Yesterday, my partner M and I rode our bicycles to the beach near Vanier Park, Vancouver. It was a cloudy but sunshiny day and I suggested that we go to the Museum of Vancouver for old times’ sake. The place held special meaning for us – we went there two years ago, on our second date ever. We had lunch – cheese, wine and fancy olives – on the dock before heading up to the museum to explore a Banghra Me exhibit – about the Punjabi/Western fusion pop music style. We also got to dress up in 1950s tuxes/dresses as part of a Vancouver in the 1950s exhibit. And in the First Nations exhibit, we picked up cards with the names of fish and plants in a First Nations language and tried in vain to pronounce them correctly. It was a beautiful day.

This time we witnessed the photography of Joe Average, a gay West Coast artist known for his pop art and his commitment to art education for youth. His photos were landscape, mostly, digitally altered to draw out haunting, surreal colours, like the green paint on a shack in Finn’s Slough, or the primary colours of the façade of the Ovaltine Café on East Hastings Street. One particularly striking photo was a close-up of a seagull’s feet, where the skin popped out like fish scales. It was labeled Yogi’s Feet.

After that we wandered into one of the main exhibits, Sex Talk in the City. Here, the museum presented a fascinating history of sex education in Vancouver, including the struggles over including queer sex into the curriculum. Also shown was the turbulent history of sex workers from the early 1900s onward – and how race and class played into their oppression. Police records and mug shots of these women and the “vagrants” who used their services were posted on a wall, one next to the other.

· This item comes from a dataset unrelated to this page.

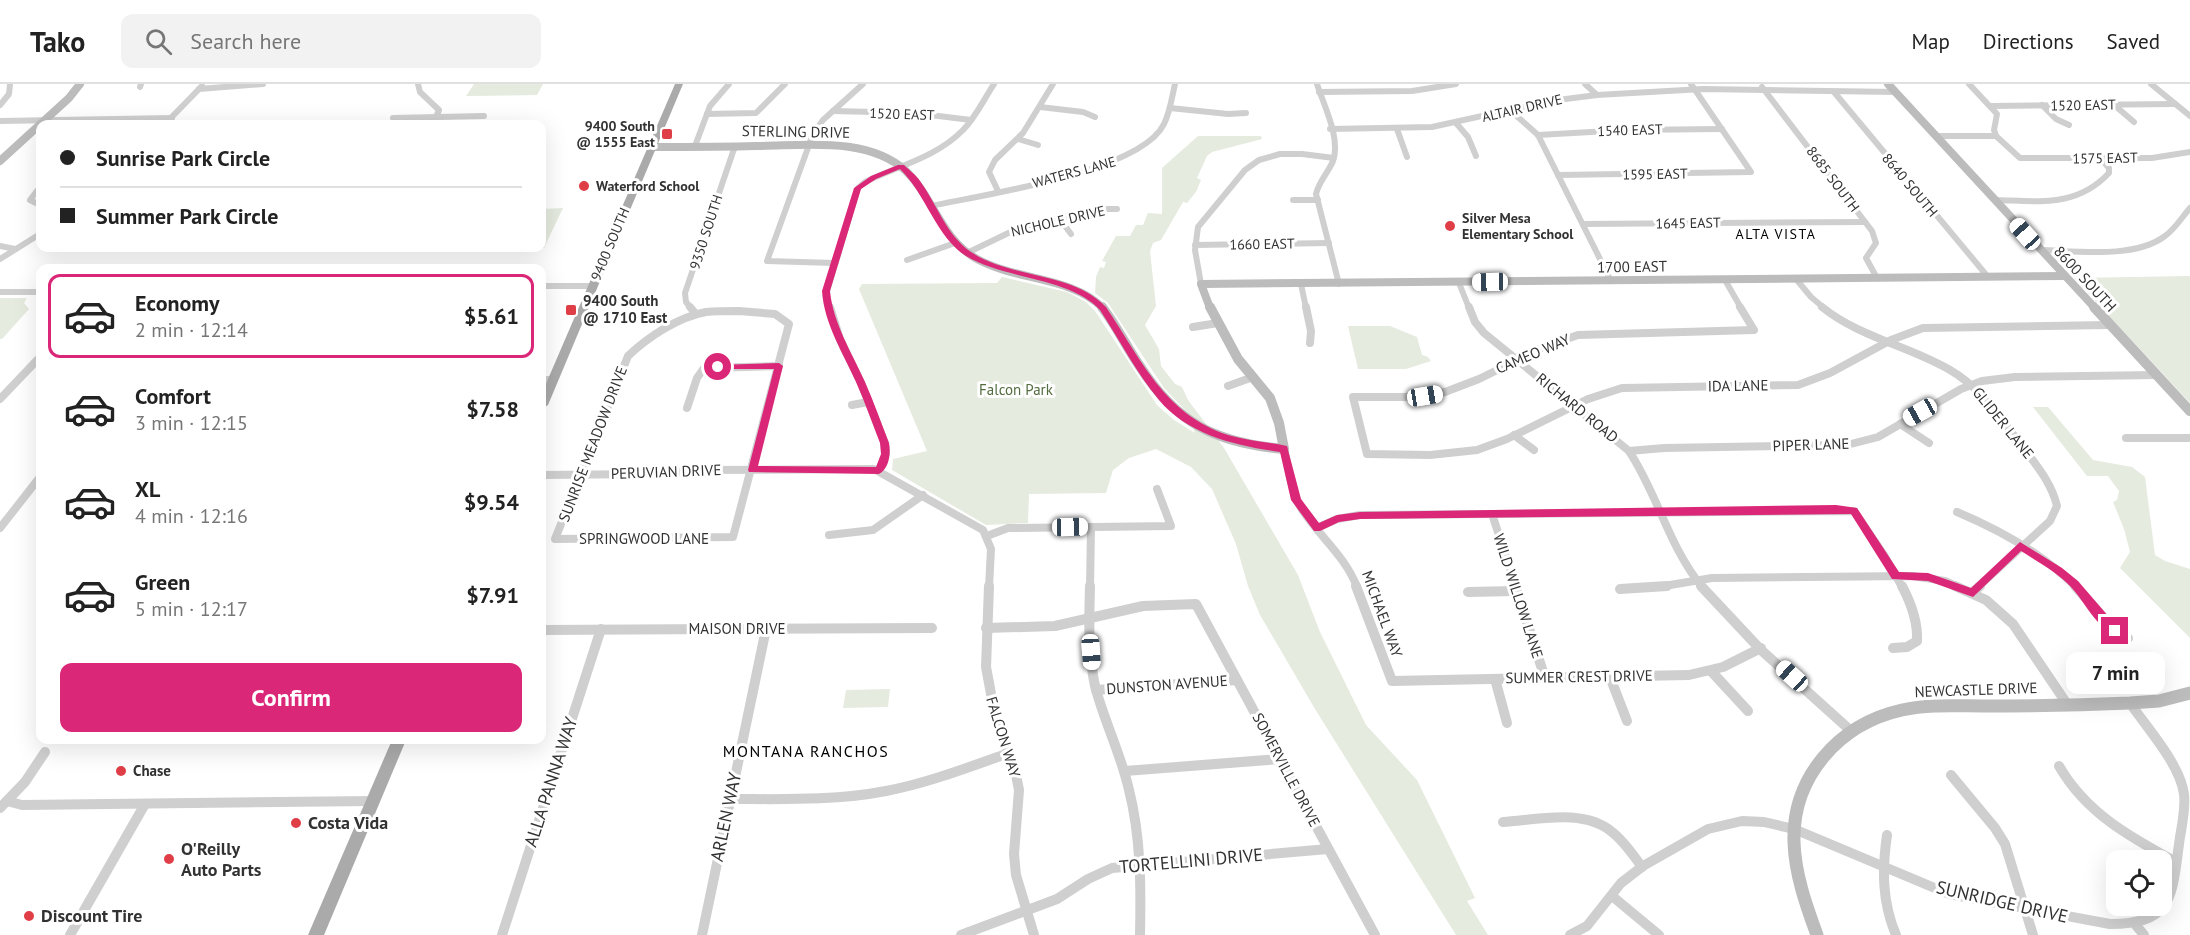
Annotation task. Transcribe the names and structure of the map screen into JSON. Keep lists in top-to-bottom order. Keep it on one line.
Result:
{"streets":{"main road":["9400 SOUTH"],"street":["1520 EAST","ALTAIR DRIVE","1540 EAST","STERLING DRIVE","1575 EAST","WATERS LANE","1595 EAST","8685 SOUTH","8640 SOUTH","NICHOLE DRIVE","1645 EAST","9350 SOUTH","1660 EAST","1700 EAST","8600 SOUTH","CAMEO WAY","IDA LANE","RICHARD ROAD","GLIDER LANE","SUNRISE MEADOW DRIVE","PIPER LANE","PERUVIAN DRIVE","SPRINGWOOD LANE","WILD WILLOW LANE","MICHAEL WAY","MAISON DRIVE","SUMMER CREST DRIVE","DUNSTON AVENUE","NEWCASTLE DRIVE","FALCON WAY","SOMERVILLE DRIVE","ALLA PANNA WAY","ARLEN WAY","TORTELLINI DRIVE","SUNRIDGE DRIVE"]},"crossings":[["ALTAIR DRIVE","8685 SOUTH"],["ALTAIR DRIVE","8640 SOUTH"],["ALTAIR DRIVE","8600 SOUTH"],["1540 EAST","1595 EAST"],["STERLING DRIVE","WATERS LANE"],["STERLING DRIVE","NICHOLE DRIVE"],["STERLING DRIVE","9350 SOUTH"],["STERLING DRIVE","9400 SOUTH"],["STERLING DRIVE","MICHAEL WAY"],["8685 SOUTH","1645 EAST"],["8685 SOUTH","1700 EAST"],["8640 SOUTH","1700 EAST"],["9350 SOUTH","SUNRISE MEADOW DRIVE"],["1660 EAST","MICHAEL WAY"],["1700 EAST","8600 SOUTH"],["1700 EAST","CAMEO WAY"],["1700 EAST","RICHARD ROAD"],["1700 EAST","GLIDER LANE"],["1700 EAST","MICHAEL WAY"],["8600 SOUTH","IDA LANE"],["8600 SOUTH","PIPER LANE"],["CAMEO WAY","IDA LANE"],["CAMEO WAY","RICHARD ROAD"],["IDA LANE","RICHARD ROAD"],["IDA LANE","GLIDER LANE"],["RICHARD ROAD","PIPER LANE"],["RICHARD ROAD","SUMMER CREST DRIVE"],["RICHARD ROAD","NEWCASTLE DRIVE"],["GLIDER LANE","PIPER LANE"],["SUNRISE MEADOW DRIVE","PERUVIAN DRIVE"],["SUNRISE MEADOW DRIVE","SPRINGWOOD LANE"],["PERUVIAN DRIVE","SPRINGWOOD LANE"],["PERUVIAN DRIVE","FALCON WAY"],["WILD WILLOW LANE","SUMMER CREST DRIVE"],["MICHAEL WAY","SUMMER CREST DRIVE"],["MAISON DRIVE","ALLA PANNA WAY"],["MAISON DRIVE","ARLEN WAY"],["DUNSTON AVENUE","SOMERVILLE DRIVE"],["NEWCASTLE DRIVE","SUNRIDGE DRIVE"],["FALCON WAY","TORTELLINI DRIVE"],["SOMERVILLE DRIVE","TORTELLINI DRIVE"]],"districts":["ALTA VISTA","MONTANA RANCHOS"],"parks":["Falcon Park"],"places":{"transit":["9400 South @ 1555 East","9400 South @ 1710 East"],"other":["Waterford School","Silver Mesa Elementary School","Chase","Costa Vida","O'Reilly Auto Parts","Discount Tire"]},"page":{"header":"Tako","search":"Search here","nav":["Map","Directions","Saved"],"banner":["Sunrise Park Circle","Summer Park Circle"],"list":[{"name":"Economy","note":"2 min · 12:14","value":"$5.61"},{"name":"Comfort","note":"3 min · 12:15","value":"$7.58"},{"name":"XL","note":"4 min · 12:16","value":"$9.54"},{"name":"Green","note":"5 min · 12:17","value":"$7.91"}],"buttons":"Confirm","bubble":"7 min"}}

Also included was a display of various and sundry vibrators through the years, and how they were first used exclusively by medical professionals as a treatment for hysteria – the paroxysm of patients were not considered orgasms. Later, vibrators were marketed as “body massage” devices, and often included parts that would make them useful for household chores, like polishing or dusting. Few vibrators from the 80s survive, as apparently they were made from plastics that have not stood the test of time. The style of vibrators mirrored the style of household appliances of the same era – the vibrators of the 50s made from sturdy metal and stylish too.

Other parts of the exhibit that I particularly enjoyed were the history of gay pride parade and the history of contraception and abortion rights. And then there was the Neon Vancouver exhibit next door, with signs from the 50s-70s, when Vancouver was a growing metropolis and its citizens argued over whether the neon signs constituted light pollution. Personally the lights bothered me less than the noise – the loud hum of electricity, constant and unrelenting.

After our visit to the museum, M and I made our way to a patch of grass, where we enjoyed a picnic, drank some Langue-Dog white wine and mused about how much our love has deepened as we have gotten to know each other. I played her Joe Cocker’s song “Your Are So Beautiful” on my iPhone as we watched the crimson bird-kite flittering overhead. Finally I pulled out the ring we had chosen together from an artisan jeweller on Granville Island and asked her to marry me. Her eyes lit up and she said yes, we kissed and hugged each other closely.

M had been talking about having steak for at least a week so I suggested we go to the Keg to celebrate but instead we decided on The Boathouse – it was closer. First we soaked in the last of the sun at Kitsilano Beach, before heading up the stairs to one of the more scenic restaurants in the city. The view, over the ocean, was spectacular. M ordered steak, with mashed potatoes and Chinese broccoli. And I ordered a seafood pasta dish. For dessert we ordered alcoholic beverages – coffee, grand marnier, and kahlua for me, and hot chocolate, kahlua and brandy(?) for M. It was a fitting end to a perfect meal.

We rode our bicycles home in the dark, along the water. I took E, our pug, out for a final walk and jumped into the shower to wash away the kernels of sand between my toes from the beach. We finally fell asleep next to each other, basking in the calmness that comes from knowing that we are committed to each other. Life partners. It truly was a magical day.